If you’re a seasoned gym bro who is unsure about belting out bakasanas instead of bench presses, listen up. “No one I know in any fitness discipline has said that yoga is a waste of time,” Chandranayagam emphasises. “I’ve trained Muay Thai guys, young professional golfers and bodybuilders. They all try to incorporate some yoga in their time.”
Athletes have a lot to gain from yoga, he continues, as the traditional sequences contain a lot more eccentric strength phases, such as lowering yourself from a plank into a chaturanga dandasana (the bottom segment of a push-up). “Broga has a lot of concentric strength moves, in addition to eccentric strength,” he adds. “There’s a lot of strength involved and that helps to develop muscles too.”
Still on the fence about yoga? Here’s some additional food for thought: “Yoga’s great for preventing and rehabbing injuries because it really is a mind-to-body connection,” Chandranayagam explains. “We aren’t banging out reps for time or trying to beat Personal Records; we’re engaging our mind to our bodies, and trying to move our limbs in the right direction with as minimal postural deviation as possible.”

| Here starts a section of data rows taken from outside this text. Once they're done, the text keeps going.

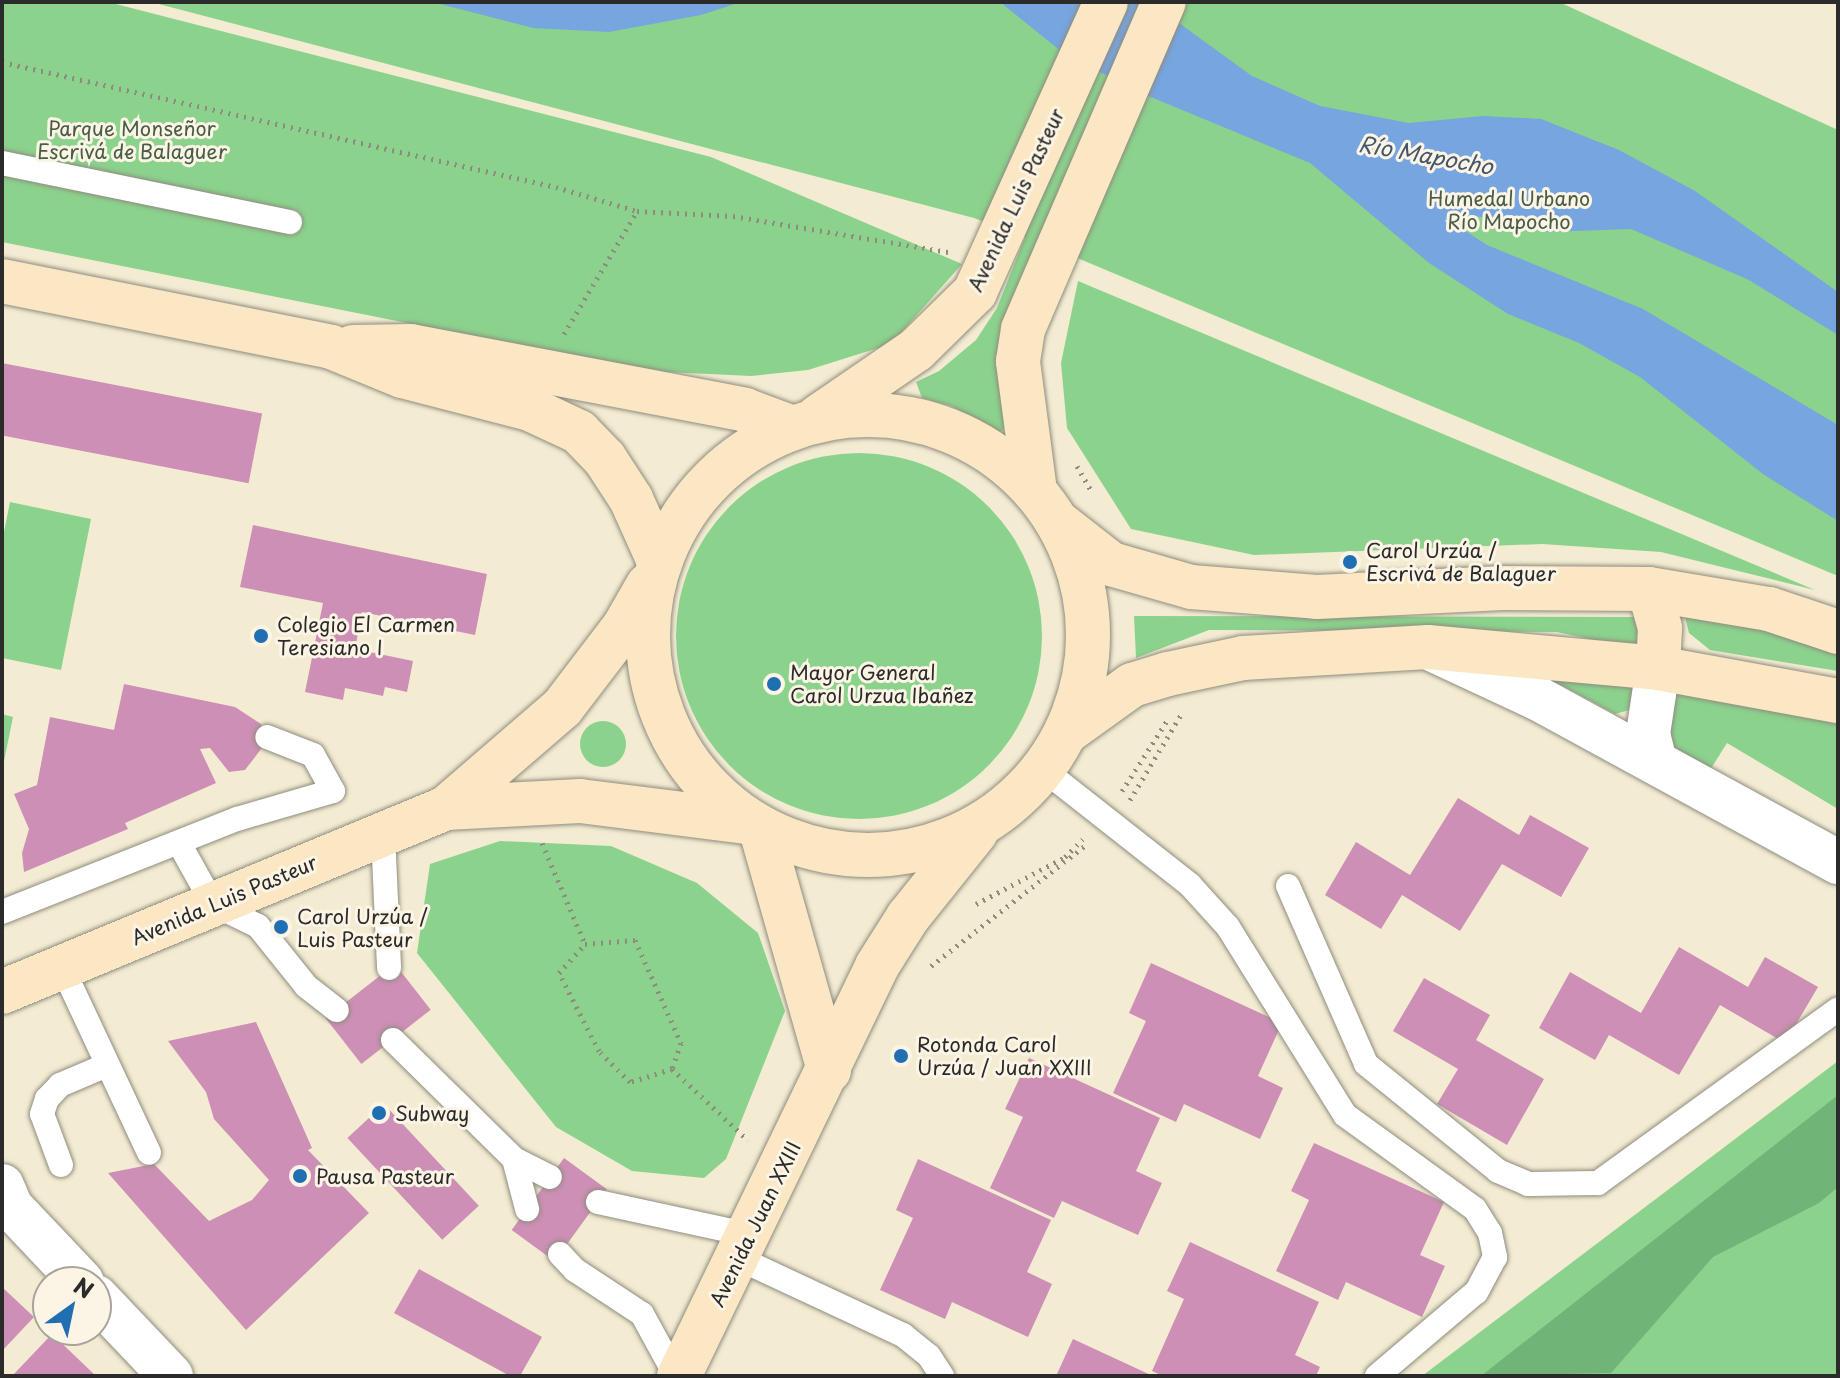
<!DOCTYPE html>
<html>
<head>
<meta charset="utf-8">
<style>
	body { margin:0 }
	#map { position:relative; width:1840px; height:1378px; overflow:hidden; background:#f3ecd3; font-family:"Playpen Sans",sans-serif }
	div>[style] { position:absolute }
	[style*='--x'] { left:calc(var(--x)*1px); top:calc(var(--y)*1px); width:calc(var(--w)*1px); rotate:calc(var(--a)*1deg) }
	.green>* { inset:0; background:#8bd28d }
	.round { border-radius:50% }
	.forest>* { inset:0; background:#70b478 }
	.water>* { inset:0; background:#76a5e0 }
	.building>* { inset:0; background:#cd8fb5; transform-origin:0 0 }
	.path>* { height:5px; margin-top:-2.5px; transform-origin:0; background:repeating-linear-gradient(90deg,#8f8c7f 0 2px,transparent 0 8px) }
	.roads { filter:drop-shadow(0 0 2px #8f8c7f) drop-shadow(0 0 2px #8f8c7f) }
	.service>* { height:24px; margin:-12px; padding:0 12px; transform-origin:12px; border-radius:12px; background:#fff }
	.minor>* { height:44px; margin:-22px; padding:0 22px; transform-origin:22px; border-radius:22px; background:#fff }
	.secondary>* { height:44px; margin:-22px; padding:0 22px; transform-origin:22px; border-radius:22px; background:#fbe7c3 }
	.secondary>.ring { margin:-22px; padding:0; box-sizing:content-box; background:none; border:44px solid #fbe7c3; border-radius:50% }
	.dots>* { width:22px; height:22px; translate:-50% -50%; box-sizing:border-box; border:4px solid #fcf5e5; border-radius:50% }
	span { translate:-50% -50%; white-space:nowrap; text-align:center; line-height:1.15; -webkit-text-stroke:6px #fcf5e5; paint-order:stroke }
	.park-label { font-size:20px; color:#485d48 }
	.street-label { font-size:20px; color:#2b2b2b }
	.poi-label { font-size:20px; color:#2b2b2b }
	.left { translate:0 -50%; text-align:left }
	.water-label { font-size:22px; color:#45566a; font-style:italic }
	.frame { position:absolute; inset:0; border:4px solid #2b2b2b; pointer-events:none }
	.north { position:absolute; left:32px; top:1266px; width:80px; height:80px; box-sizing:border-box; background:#fcf5e5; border:2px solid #a8a49b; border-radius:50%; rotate:33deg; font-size:22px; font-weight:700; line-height:32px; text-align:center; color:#2b2b2b }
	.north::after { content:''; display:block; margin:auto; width:28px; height:36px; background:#1f6fb2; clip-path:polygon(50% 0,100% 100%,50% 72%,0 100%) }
</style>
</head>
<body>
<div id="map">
	<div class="green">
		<i style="clip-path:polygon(2px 2px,108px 2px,711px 157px,962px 264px,891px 344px,808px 370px,751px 376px,666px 372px,552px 352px,2px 242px)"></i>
		<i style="clip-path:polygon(151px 2px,1559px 2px,1838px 130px,1838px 576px,1039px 242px,1006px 427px,1000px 432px,951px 406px,922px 398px,916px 382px,939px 371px,976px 340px,997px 308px,1025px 237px,974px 218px)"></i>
		<i style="clip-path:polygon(1078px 281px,1815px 590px,1661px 552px,1542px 544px,1254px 555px,1131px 529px,1067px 428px,1061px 363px)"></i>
		<i class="round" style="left:676px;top:453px;width:366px;height:366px"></i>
		<i style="clip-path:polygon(10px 502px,91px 519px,61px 670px,2px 658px,2px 542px)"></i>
		<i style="clip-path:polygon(1690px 608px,1838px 649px,1838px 671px,1710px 650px,1689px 633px,1684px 613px)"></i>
		<i style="clip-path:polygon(1134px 616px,1640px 617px,1640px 650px,1557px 632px,1209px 630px,1136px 658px)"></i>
		<i style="clip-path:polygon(1520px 663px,1640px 675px,1633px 709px,1615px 714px)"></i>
		<i style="clip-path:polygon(1675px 681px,1838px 710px,1838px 809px,1727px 743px,1710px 770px,1675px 750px,1665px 725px)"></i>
		<i style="clip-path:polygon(2px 714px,13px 717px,2px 771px)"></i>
		<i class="round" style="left:580px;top:721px;width:46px;height:46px"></i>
		<i style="clip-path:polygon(500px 841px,611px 846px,697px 883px,758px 933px,785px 1011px,726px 1159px,704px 1178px,632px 1171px,556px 1127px,417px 953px,430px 864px)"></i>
		<i style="clip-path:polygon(1838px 1061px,1838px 1376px,1422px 1376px)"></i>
	</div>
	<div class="forest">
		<i style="clip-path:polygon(1838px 1095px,1838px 1187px,1819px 1203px,1713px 1257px,1611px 1373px,1481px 1376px)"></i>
	</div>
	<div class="water">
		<i style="clip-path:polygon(432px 2px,741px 2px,701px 15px,609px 32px,533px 28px)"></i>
		<i style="clip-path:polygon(1000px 2px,1150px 2px,1252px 76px,1320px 106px,1409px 123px,1483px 116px,1541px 119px,1619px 150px,1695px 191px,1838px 292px,1838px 335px,1749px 280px,1631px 229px,1546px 232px,1467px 214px,1458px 217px,1464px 230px,1487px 245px,1643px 309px,1838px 425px,1838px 521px,1763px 474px,1640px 377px,1579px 343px,1508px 314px,1429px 263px,1310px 163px,1146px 95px,1067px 56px)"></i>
	</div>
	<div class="building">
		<i style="left:2px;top:363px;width:265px;height:71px;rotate:11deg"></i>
		<i style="clip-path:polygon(253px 525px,487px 574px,475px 635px,362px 612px,355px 649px,413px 661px,407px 692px,385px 687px,383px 696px,345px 688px,343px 700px,305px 692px,323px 603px,240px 587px)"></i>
		<i style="clip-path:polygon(124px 684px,235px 707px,261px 724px,265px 744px,245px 770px,229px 772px,210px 748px,200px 749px,216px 783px,125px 823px,128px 829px,24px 872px,22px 853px,29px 829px,14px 794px,37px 785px,50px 717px,114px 730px)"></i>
		<i style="clip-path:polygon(1458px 798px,1519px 835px,1530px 815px,1589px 848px,1561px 897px,1502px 864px,1460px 931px,1402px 895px,1381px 929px,1325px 895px,1356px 842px,1410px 875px)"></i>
		<i style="clip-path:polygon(1679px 947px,1748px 987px,1765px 957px,1818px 987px,1785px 1043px,1720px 1005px,1679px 1075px,1609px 1035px,1595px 1060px,1539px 1028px,1570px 972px,1641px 1013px)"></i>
		<i style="clip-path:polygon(1151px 963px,1282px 1023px,1258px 1076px,1283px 1088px,1260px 1139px,1184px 1104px,1176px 1122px,1113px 1093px,1146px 1021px,1129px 1013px)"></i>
		<i style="left:395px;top:964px;width:58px;height:88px;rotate:52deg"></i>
		<i style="clip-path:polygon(1424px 978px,1490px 1015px,1476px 1040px,1544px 1079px,1507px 1145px,1437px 1104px,1458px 1069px,1393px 1031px)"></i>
		<i style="clip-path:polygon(256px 1022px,312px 1148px,308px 1150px,369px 1213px,246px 1330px,108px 1173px,154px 1164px,209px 1221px,252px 1200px,269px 1180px,214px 1119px,206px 1092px,168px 1041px)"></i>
		<i style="clip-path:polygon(1029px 1058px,1160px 1118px,1136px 1171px,1162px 1183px,1138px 1235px,1062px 1201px,1054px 1218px,990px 1188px,1023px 1117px,1005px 1109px)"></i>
		<i style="left:384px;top:1104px;width:139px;height:50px;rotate:47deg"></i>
		<i style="clip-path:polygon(1314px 1143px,1444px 1202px,1420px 1255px,1445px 1266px,1422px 1317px,1346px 1282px,1338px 1300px,1276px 1271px,1309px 1200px,1291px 1191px)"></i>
		<i style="left:564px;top:1158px;width:53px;height:89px;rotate:36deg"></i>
		<i style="clip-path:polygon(918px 1159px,1051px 1220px,1027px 1272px,1052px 1284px,1028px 1337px,952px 1302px,945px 1319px,880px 1290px,913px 1218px,896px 1210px)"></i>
		<i style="clip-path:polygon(1190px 1242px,1319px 1302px,1295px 1355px,1320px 1367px,1316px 1376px,1163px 1376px,1152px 1371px,1184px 1299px,1167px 1291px)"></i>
		<i style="clip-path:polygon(419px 1269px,542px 1337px,520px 1376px,510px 1376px,394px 1313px)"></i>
		<i style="clip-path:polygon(2px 1287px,34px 1317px,2px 1351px)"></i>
		<i style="clip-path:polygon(52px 1334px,96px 1376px,12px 1376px)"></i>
		<i style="clip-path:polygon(1073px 1339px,1153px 1376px,1056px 1376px)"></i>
	</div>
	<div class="path">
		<i style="--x:2;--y:62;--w:568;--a:12.71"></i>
		<i style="--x:556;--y:187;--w:84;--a:16.5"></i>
		<i style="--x:637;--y:211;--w:96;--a:3"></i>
		<i style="--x:733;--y:216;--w:219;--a:9.5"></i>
		<i style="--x:564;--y:334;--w:143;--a:-59.3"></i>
		<i style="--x:1077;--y:466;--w:30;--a:60"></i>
		<i style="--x:1122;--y:791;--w:85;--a:-57.4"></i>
		<i style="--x:1130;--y:800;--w:101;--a:-59.1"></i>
		<i style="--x:542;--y:843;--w:110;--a:66.9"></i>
		<i style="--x:976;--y:904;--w:101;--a:-27.8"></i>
		<i style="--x:1065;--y:857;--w:25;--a:-45"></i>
		<i style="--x:635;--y:940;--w:113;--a:65.9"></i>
		<i style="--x:681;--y:1043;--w:28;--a:109"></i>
		<i style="--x:672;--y:1069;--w:44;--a:162.8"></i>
		<i style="--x:630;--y:1082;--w:44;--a:-135"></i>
		<i style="--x:599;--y:1051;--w:88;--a:-117.1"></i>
		<i style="--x:559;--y:973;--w:39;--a:-48"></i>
		<i style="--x:585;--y:944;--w:50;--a:-4.6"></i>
		<i style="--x:931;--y:966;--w:198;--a:-38"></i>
		<i style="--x:672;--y:1069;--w:104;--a:43.1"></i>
	</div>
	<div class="roads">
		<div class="service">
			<i style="--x:2;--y:163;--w:294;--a:11.6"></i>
			<i style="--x:1044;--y:770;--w:186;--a:38.2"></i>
			<i style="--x:1190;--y:885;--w:57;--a:47.9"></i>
			<i style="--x:1228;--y:927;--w:221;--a:58.1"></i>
			<i style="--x:1345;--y:1115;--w:160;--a:35.9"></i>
			<i style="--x:1475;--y:1209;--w:28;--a:58"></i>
			<i style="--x:1490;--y:1233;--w:25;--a:78"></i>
			<i style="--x:1495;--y:1257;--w:40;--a:118"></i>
			<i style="--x:1476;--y:1292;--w:130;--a:139.7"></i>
			<i style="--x:383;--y:834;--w:134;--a:87.4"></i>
			<i style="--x:179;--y:843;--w:70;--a:60.9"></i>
			<i style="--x:213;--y:904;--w:50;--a:26.1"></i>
			<i style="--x:258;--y:926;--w:77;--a:51.3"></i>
			<i style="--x:306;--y:986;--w:39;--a:38"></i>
			<i style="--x:1288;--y:886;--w:194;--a:66.3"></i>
			<i style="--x:1366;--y:1064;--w:170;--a:39"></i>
			<i style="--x:1498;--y:1171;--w:33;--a:23"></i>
			<i style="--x:1528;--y:1184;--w:70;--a:-0.8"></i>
			<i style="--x:1598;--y:1183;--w:296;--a:-35.9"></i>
			<i style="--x:2;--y:912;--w:253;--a:-21.6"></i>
			<i style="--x:237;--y:819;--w:100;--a:-16.3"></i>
			<i style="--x:333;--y:791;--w:41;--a:-119.1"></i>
			<i style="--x:313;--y:755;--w:49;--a:-158.6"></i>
			<i style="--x:62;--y:967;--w:205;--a:64.9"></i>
			<i style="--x:393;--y:1040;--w:170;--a:44.5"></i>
			<i style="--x:514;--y:1159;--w:52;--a:75.4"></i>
			<i style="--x:514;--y:1159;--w:40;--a:26.6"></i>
			<i style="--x:61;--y:1165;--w:54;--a:-110.4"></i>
			<i style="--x:42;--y:1114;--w:16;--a:-72"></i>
			<i style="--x:47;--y:1099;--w:19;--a:-47"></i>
			<i style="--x:60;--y:1085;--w:51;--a:-23.1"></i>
			<i style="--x:598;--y:1202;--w:157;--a:12.2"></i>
			<i style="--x:560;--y:1254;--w:22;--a:47"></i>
			<i style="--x:575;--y:1270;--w:80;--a:33.3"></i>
			<i style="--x:642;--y:1314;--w:71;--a:61.3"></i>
			<i style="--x:740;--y:1259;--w:180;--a:25"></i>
			<i style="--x:903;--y:1335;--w:33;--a:39"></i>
			<i style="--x:929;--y:1356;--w:24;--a:57"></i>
		</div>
		<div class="minor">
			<i style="--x:1434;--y:650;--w:114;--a:25"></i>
			<i style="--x:1537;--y:698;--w:343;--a:28.6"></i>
			<i style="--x:1655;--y:762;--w:29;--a:-104"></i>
			<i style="--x:1648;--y:734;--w:67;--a:-81.4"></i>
			<i style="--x:2;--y:1186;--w:23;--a:67"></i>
			<i style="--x:11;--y:1207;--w:103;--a:46.6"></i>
			<i style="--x:96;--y:1297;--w:109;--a:46.5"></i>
		</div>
		<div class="secondary">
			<i style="--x:2;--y:281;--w:336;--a:11.3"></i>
			<i style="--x:331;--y:347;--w:77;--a:22.2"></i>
			<i style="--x:402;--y:376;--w:132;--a:14.5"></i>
			<i style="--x:530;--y:409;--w:54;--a:25.1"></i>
			<i style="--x:579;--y:432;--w:37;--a:46"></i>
			<i style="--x:605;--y:459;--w:48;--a:57"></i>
			<i style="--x:631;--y:499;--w:66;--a:65.8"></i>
			<i style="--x:353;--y:347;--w:58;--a:-1"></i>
			<i style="--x:411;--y:346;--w:340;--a:10.8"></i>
			<i style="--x:745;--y:410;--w:51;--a:20.6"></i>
			<i class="ring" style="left:648px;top:415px;width:396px;height:396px"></i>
			<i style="--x:818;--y:417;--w:119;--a:-34.4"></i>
			<i style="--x:916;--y:350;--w:83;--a:-44.5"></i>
			<i style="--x:975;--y:292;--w:318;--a:-65.7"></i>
			<i style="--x:1035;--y:491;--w:131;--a:-97.5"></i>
			<i style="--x:1018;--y:361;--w:32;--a:-81"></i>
			<i style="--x:1023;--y:329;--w:356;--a:-66.7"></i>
			<i style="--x:1060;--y:524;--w:65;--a:38.1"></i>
			<i style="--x:1111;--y:564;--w:83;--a:16"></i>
			<i style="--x:1191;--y:587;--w:126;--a:4.5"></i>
			<i style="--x:1317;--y:597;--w:186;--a:-2.8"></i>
			<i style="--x:1503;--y:588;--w:146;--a:0.4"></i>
			<i style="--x:1649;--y:589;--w:122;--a:9.5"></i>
			<i style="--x:1769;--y:609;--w:73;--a:18.4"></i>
			<i style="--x:1649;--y:589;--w:41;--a:74.2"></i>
			<i style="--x:1660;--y:628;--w:40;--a:92.9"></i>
			<i style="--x:1068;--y:731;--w:79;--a:-35.7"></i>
			<i style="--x:1132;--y:685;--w:38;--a:-17"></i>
			<i style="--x:1168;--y:674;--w:77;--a:-12"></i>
			<i style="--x:1243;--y:658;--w:185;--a:-3.4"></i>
			<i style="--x:1428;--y:647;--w:231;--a:5.2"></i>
			<i style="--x:1658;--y:668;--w:183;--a:10.4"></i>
			<i style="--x:446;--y:808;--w:134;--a:-3"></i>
			<i style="--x:580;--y:801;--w:167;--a:7.2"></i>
			<i style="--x:761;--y:830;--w:250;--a:74.2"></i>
			<i style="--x:2;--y:992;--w:481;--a:-22.5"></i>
			<i style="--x:446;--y:808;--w:153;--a:-40.8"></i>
			<i style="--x:562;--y:708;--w:102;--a:-52.6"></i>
			<i style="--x:624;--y:627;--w:48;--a:-60.3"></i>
			<i style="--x:679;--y:1376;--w:455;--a:-64.2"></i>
			<i style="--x:877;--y:966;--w:58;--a:-57.7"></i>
			<i style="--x:908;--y:917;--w:109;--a:-51.3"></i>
		</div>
	</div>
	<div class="dots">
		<i style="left:1350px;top:562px;background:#1f6fb2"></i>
		<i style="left:261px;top:636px;background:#1f6fb2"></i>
		<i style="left:774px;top:684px;background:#1f6fb2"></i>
		<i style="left:281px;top:927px;background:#1f6fb2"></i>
		<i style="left:901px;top:1056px;background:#1f6fb2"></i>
		<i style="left:379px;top:1113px;background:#1f6fb2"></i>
		<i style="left:300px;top:1176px;background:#1f6fb2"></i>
	</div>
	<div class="park-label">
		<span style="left:132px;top:140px">Parque Monseñor<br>Escrivá de Balaguer</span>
		<span style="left:1509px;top:210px">Humedal Urbano<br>Río Mapocho</span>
	</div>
	<div class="street-label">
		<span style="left:1016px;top:200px;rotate:-65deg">Avenida Luis Pasteur</span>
		<span style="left:224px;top:900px;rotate:-23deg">Avenida Luis Pasteur</span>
		<span style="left:755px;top:1224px;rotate:-64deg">Avenida Juan XXIII</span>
	</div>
	<div class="poi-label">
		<span class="left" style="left:1366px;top:562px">Carol Urzúa /<br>Escrivá de Balaguer</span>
		<span class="left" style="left:277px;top:636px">Colegio El Carmen<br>Teresiano I</span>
		<span class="left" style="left:790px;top:684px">Mayor General<br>Carol Urzua Ibañez</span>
		<span class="left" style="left:297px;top:928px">Carol Urzúa /<br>Luis Pasteur</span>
		<span class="left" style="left:917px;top:1056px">Rotonda Carol<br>Urzúa / Juan XXIII</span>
		<span class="left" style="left:395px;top:1113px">Subway</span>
		<span class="left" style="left:316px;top:1176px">Pausa Pasteur</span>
	</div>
	<div class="water-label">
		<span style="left:1426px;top:154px;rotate:10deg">Río Mapocho</span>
	</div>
	<div class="frame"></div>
	<div class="north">N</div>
</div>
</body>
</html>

It wouldn’t be a long stretch to claim that the benefits of yoga has far-reaching implications that extend beyond the mat; for example, the next time you hit the weights room or track field, you’ll find that you’re able to engage your limbs to move into a correct squat or even running gait, Chandranayagam says.
Keen to find out for myself what Broga yoga is really like, I got to experience it firsthand at its recent launch. The class started like other yoga sessions I’d attended in the past; we kicked off with some dynamic stretches to get the blood pumping, and paid extra attention to our breaths as we transitioned between each movement. The HIIT component, which came later in the class, reminded me a bit of military boot camp training – rising into no-jump burpees right after push-ups definitely got my heart rate up, and helped us break into a sweat!
One thing that stood out for me was how the movements engaged my smaller muscle groups. I have a tendency to go hard, fast and heavy when I lift weights on my own at the gym. As a result, most of my workouts tend to focus on the larger muscle groups through isolation exercises. When I tried Broga, however, I realised that doing some of the moves – and holding certain poses – was a lot more challenging as they engaged my core and muscles that might have been hitherto dormant.
The pace slowed down towards the end of the class; it’s safe to say that when we got into shavasana (corpse pose) at the very end, I let out a sigh of relief as a wave of endorphins washed over me. Talking to a couple of my friends who’d tagged along for the Broga class with me, we reflected that it was a refreshing change from conventional yoga, and one that we wouldn’t mind exploring further.